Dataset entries
※ ※ ※
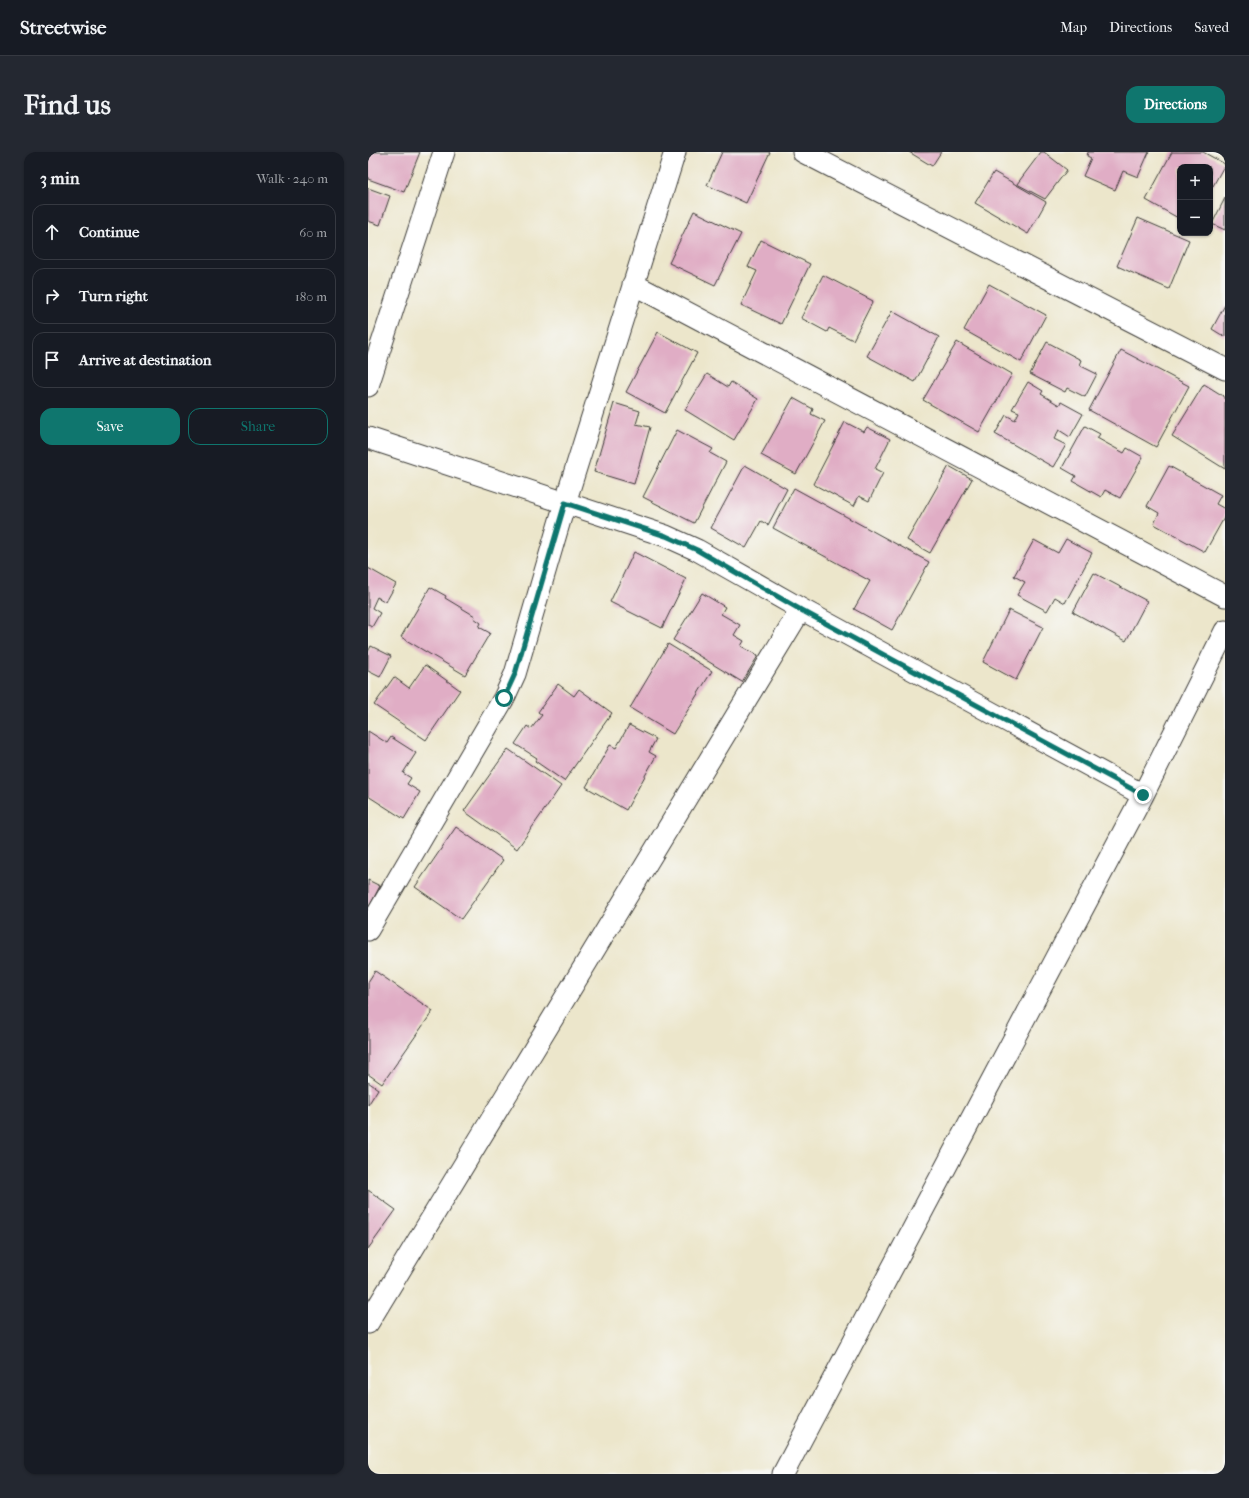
<!DOCTYPE html>
<meta charset="utf-8">
<style>
:root{--surface:#171b24;--page:#242831;--text:#f1f3f6;--muted:#9ea1a6;--line:#363941;--accent:#0f766e}
body{margin:0;font-family:"IM FELL French Canon",serif;background:var(--page);color:var(--text)}
.controls{position:absolute;right:12px;top:12px;display:grid;overflow:hidden;border-radius:8px;box-shadow:0 1px 3px #0004}
.controls button{width:36px;height:36px;display:grid;place-items:center;padding:0;border:0;border-bottom:1px solid var(--line);background:var(--surface);color:var(--text);font:20px sans-serif}
.stop{position:absolute;width:12px;height:12px;margin:-9px;border:3px solid #0f766e;border-radius:50%;background:#fff}
.stop.end{background:#0f766e;border-color:#fff;box-shadow:0 1px 4px #0008}
.list{margin:0;padding:0;list-style:none}
h2{display:flex;justify-content:space-between;align-items:center;height:52px;margin:0;padding:0 16px;font-size:17px}
h2 small{font-size:13px;font-weight:400;color:var(--muted)}
.list li{display:grid;grid-template-columns:26px 1fr auto;gap:12px;align-items:center;box-sizing:border-box;height:56px;margin:0 8px 8px;padding:0 8px;border:1px solid var(--line);border-radius:12px}
.list b{display:block;font-size:15px;white-space:nowrap}
.list em{font-size:13px;font-style:normal;color:var(--muted)}
.actions{display:flex;gap:8px;padding:12px 16px}
.actions a{flex:1;padding:9px 0;border:1px solid var(--accent);border-radius:12px;text-align:center;font-size:14px;color:var(--accent)}
.actions .main{background:var(--accent);color:#fff}
.icon{flex:none;width:22px;height:22px;fill:none;stroke:currentColor;stroke-width:2;stroke-linecap:round;stroke-linejoin:round}
.map{position:relative;flex:none;width:857px;height:1322px;overflow:hidden;border-radius:12px}
header{display:flex;align-items:center;gap:24px;box-sizing:border-box;height:56px;padding:0 20px;background:var(--surface);border-bottom:1px solid var(--line)}
header strong{font-size:19px}
nav{display:flex;gap:22px;margin-inline-start:auto;font-size:14px}
.intro{display:flex;align-items:center;justify-content:space-between;box-sizing:border-box;height:96px;padding:0 24px}
h1{margin:0;font-size:28px}
.button{padding:10px 18px;border-radius:12px;background:var(--accent);color:#fff;font-size:14px;font-weight:700}
main{display:flex;gap:24px;padding:0 24px}
aside{flex:1;background:var(--surface);border-radius:12px;box-shadow:0 1px 3px #0004}
.map>svg:first-child{display:block}
.building{fill:#e0adc5}
.lines{fill:none;stroke-linecap:round;stroke-linejoin:round}
.minor-casing{stroke:#3b3a36;stroke-width:23}
.minor{stroke:#fff;stroke-width:21}
.route{stroke:#0f766e;stroke-width:5}
</style>
<header>
<strong>Streetwise</strong>
<nav><a>Map</a><a>Directions</a><a>Saved</a></nav>
</header>
<div class="intro"><h1>Find us</h1><a class="button">Directions</a></div>
<main>
<aside>
<h2>3 min<small>Walk · 240 m</small></h2>
<ul class="list">
<li><svg class="icon" aria-label="ahead" viewBox="0 0 24 24"><path d="M12 20V5M6 11l6-6 6 6"/></svg><div><b>Continue</b></div><em>60 m</em></li>
<li><svg class="icon" aria-label="right" viewBox="0 0 24 24"><path d="M7 20v-9h11M14 6l5 5-5 5"/></svg><div><b>Turn right</b></div><em>180 m</em></li>
<li><svg class="icon" aria-label="arrive" viewBox="0 0 24 24"><path d="M6 21V4h12l-3 4 3 4H6"/></svg><div><b>Arrive at destination</b></div></li>
</ul>
<div class="actions"><a class="main">Save</a><a>Share</a></div>
</aside>
<div class="map">
<svg width="857" height="1322" viewBox="0 0 857 1322">
<rect width="100%" height="100%" fill="#f6f6f2"/>
<filter id="ink" filterUnits="userSpaceOnUse"><feTurbulence type="fractalNoise" baseFrequency=".025" numOctaves="2"/><feDisplacementMap in="SourceGraphic" scale="8" xChannelSelector="R" yChannelSelector="G"/><feConvolveMatrix kernelMatrix="1 2 1 2 8 2 1 2 1" color-interpolation-filters="sRGB"/></filter>
<filter id="wash" filterUnits="userSpaceOnUse"><feTurbulence type="fractalNoise" baseFrequency=".012" numOctaves="4" result="noise"/><feDisplacementMap in="SourceGraphic" scale="16" xChannelSelector="R" yChannelSelector="G"/><feGaussianBlur stdDeviation="0.9" result="paint"/><feColorMatrix in="noise" values="0 0 0 0 0 0 0 0 0 0 0 0 0 0 0 0 0 1.4 0 .05"/><feComposite in="paint" operator="in"/></filter>
<g filter="url(#wash)">
<rect width="100%" height="100%" fill="#ece6cb"/>
<g id="blocks">
<path class="building" d="M 0,0 L 52,0 L 36,40 L 0,27 Z
M 354,0 L 402,0 L 378,51 L 339,33 Z
M 541,0 L 573,0 L 564,14 Z
M 673,0 L 676,0 L 699,18 L 677,47 L 649,32 Z
M 720,0 L 781,0 L 770,25 L 755,19 L 747,38 L 715,24 L 723,6 L 719,4 Z
M 804,0 L 835,0 L 857,12 L 845,34 L 842,33 L 842,15 L 812,15 L 812,67 L 778,48 Z
M 626,20 L 678,50 L 660,82 L 607,51 Z
M 0,36 L 22,44 L 12,73 L 0,69 Z
M 857,46 L 857,78 L 844,72 Z
M 326,59 L 373,82 L 347,133 L 301,111 Z
M 770,66 L 821,88 L 801,137 L 749,114 Z
M 393,88 L 442,112 L 413,172 L 373,153 L 389,119 L 380,115 Z
M 455,123 L 505,149 L 485,188 L 461,176 L 459,180 L 433,166 Z
M 621,132 L 678,163 L 653,210 L 596,178 Z
M 857,153 L 857,185 L 844,177 Z
M 524,159 L 571,185 L 547,230 L 499,204 Z
M 290,180 L 329,201 L 297,261 L 258,240 Z
M 589,190 L 644,222 L 611,280 L 555,248 Z
M 679,190 L 713,208 L 711,213 L 729,222 L 717,245 L 699,236 L 697,240 L 662,222 Z
M 753,198 L 821,234 L 788,295 L 721,258 Z
M 339,222 L 360,235 L 363,230 L 390,247 L 366,288 L 317,258 Z
M 660,230 L 675,239 L 673,242 L 691,253 L 693,250 L 715,262 L 702,285 L 691,278 L 686,287 L 698,293 L 685,315 L 627,282 L 638,263 L 647,268 L 651,260 L 644,257 Z
M 836,232 L 857,245 L 857,317 L 804,284 Z
M 425,246 L 445,257 L 443,262 L 457,269 L 428,322 L 393,303 Z
M 246,251 L 272,259 L 268,272 L 282,275 L 266,332 L 226,320 Z
M 477,270 L 496,280 L 499,275 L 522,287 L 507,317 L 515,321 L 501,349 L 491,344 L 486,354 L 445,332 Z
M 717,274 L 732,282 L 729,286 L 756,301 L 759,296 L 775,305 L 752,346 L 737,338 L 733,345 L 705,329 L 708,324 L 694,316 Z
M 309,278 L 345,297 L 342,301 L 358,310 L 326,371 L 275,345 Z
M 377,313 L 419,337 L 400,373 L 393,369 L 378,396 L 343,376 Z
M 581,314 L 604,327 L 562,401 L 539,388 Z
M 801,314 L 853,343 L 848,352 L 857,357 L 857,364 L 837,400 L 786,372 L 791,361 L 779,354 Z
M 426,336 L 561,410 L 524,478 L 486,457 L 502,429 L 405,376 Z
M 698,387 L 724,401 L 697,451 L 687,445 L 679,459 L 649,443 L 657,430 L 646,424 L 666,388 L 690,401 Z
M 266,400 L 318,427 L 294,476 L 242,450 Z
M 0,416 L 28,432 L 18,450 L 9,445 L 4,456 L 12,461 L 4,475 L 0,473 Z
M 726,421 L 779,449 L 758,489 L 705,460 Z
M 62,435 L 78,444 L 77,446 L 107,464 L 106,466 L 113,471 L 111,475 L 122,481 L 97,523 L 33,485 Z
M 334,441 L 357,455 L 353,462 L 372,473 L 366,483 L 376,489 L 373,494 L 390,504 L 374,530 L 305,488 Z
M 641,458 L 675,475 L 648,528 L 615,510 Z
M 300,492 L 344,519 L 305,582 L 262,556 Z
M 3,494 L 23,504 L 12,525 L 0,519 L 0,500 Z
M 57,513 L 92,538 L 58,588 L 6,553 L 26,525 L 41,536 Z
M 190,532 L 206,544 L 211,537 L 244,561 L 196,629 L 167,609 L 169,606 L 147,592 L 159,574 L 163,577 L 174,563 L 170,560 Z
M 261,573 L 288,587 L 281,600 L 288,604 L 258,658 L 218,635 L 242,593 L 248,596 Z
M 0,579 L 19,591 L 23,585 L 48,601 L 35,621 L 43,626 L 39,632 L 52,640 L 36,667 L 0,644 Z
M 140,597 L 193,634 L 149,697 L 96,659 Z
M 88,675 L 135,708 L 93,767 L 47,735 Z
M 0,728 L 12,734 L 0,757 Z
M 7,819 L 65,859 L 14,932 L 0,922 L 0,830 Z
M 0,930 L 10,937 L 0,953 Z
M 0,1038 L 28,1058 L 0,1097 Z"/>
</g>
</g>
<g filter="url(#ink)">
<use href="#blocks" fill-opacity="0" stroke="#3b3a36" stroke-width="1"/>
<g class="lines">
<defs>
<path id="minor" d="M 435,0 L 857,217
M 265,132 L 857,444
M 0,234 L 76,0
M 0,286 L 298,384 L 329,398 L 433,457 L 775,643
M 0,778 L 136,546 L 147,522 L 197,351 L 307,0
M 0,1171 L 433,457
M 415,1322 L 775,643 L 857,479"/>
</defs>
<use href="#minor" class="minor-casing"/>
<use href="#minor" class="minor"/>
</g>
</g>
<g class="lines" filter="url(#ink)">
<path class="route" d="M 136,546 L 147,522 L 197,351 L 298,384 L 329,398 L 433,458 L 775,643"/>
</g>
</svg>
<div class="controls">
<button>+</button>
<button>−</button>
</div>
<div class="stop" style="left:136px;top:546px"></div>
<div class="stop end" style="left:775px;top:643px"></div>
</div>
</main>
※ ※ ※
_WHAT THE TASK ASKS:_ Which lines above contain the word "numOctaves"? Show each of them.

_YOUR RESPONSE:_
<filter id="ink" filterUnits="userSpaceOnUse"><feTurbulence type="fractalNoise" baseFrequency=".025" numOctaves="2"/><feDisplacementMap in="SourceGraphic" scale="8" xChannelSelector="R" yChannelSelector="G"/><feConvolveMatrix kernelMatrix="1 2 1 2 8 2 1 2 1" color-interpolation-filters="sRGB"/></filter>
<filter id="wash" filterUnits="userSpaceOnUse"><feTurbulence type="fractalNoise" baseFrequency=".012" numOctaves="4" result="noise"/><feDisplacementMap in="SourceGraphic" scale="16" xChannelSelector="R" yChannelSelector="G"/><feGaussianBlur stdDeviation="0.9" result="paint"/><feColorMatrix in="noise" values="0 0 0 0 0 0 0 0 0 0 0 0 0 0 0 0 0 1.4 0 .05"/><feComposite in="paint" operator="in"/></filter>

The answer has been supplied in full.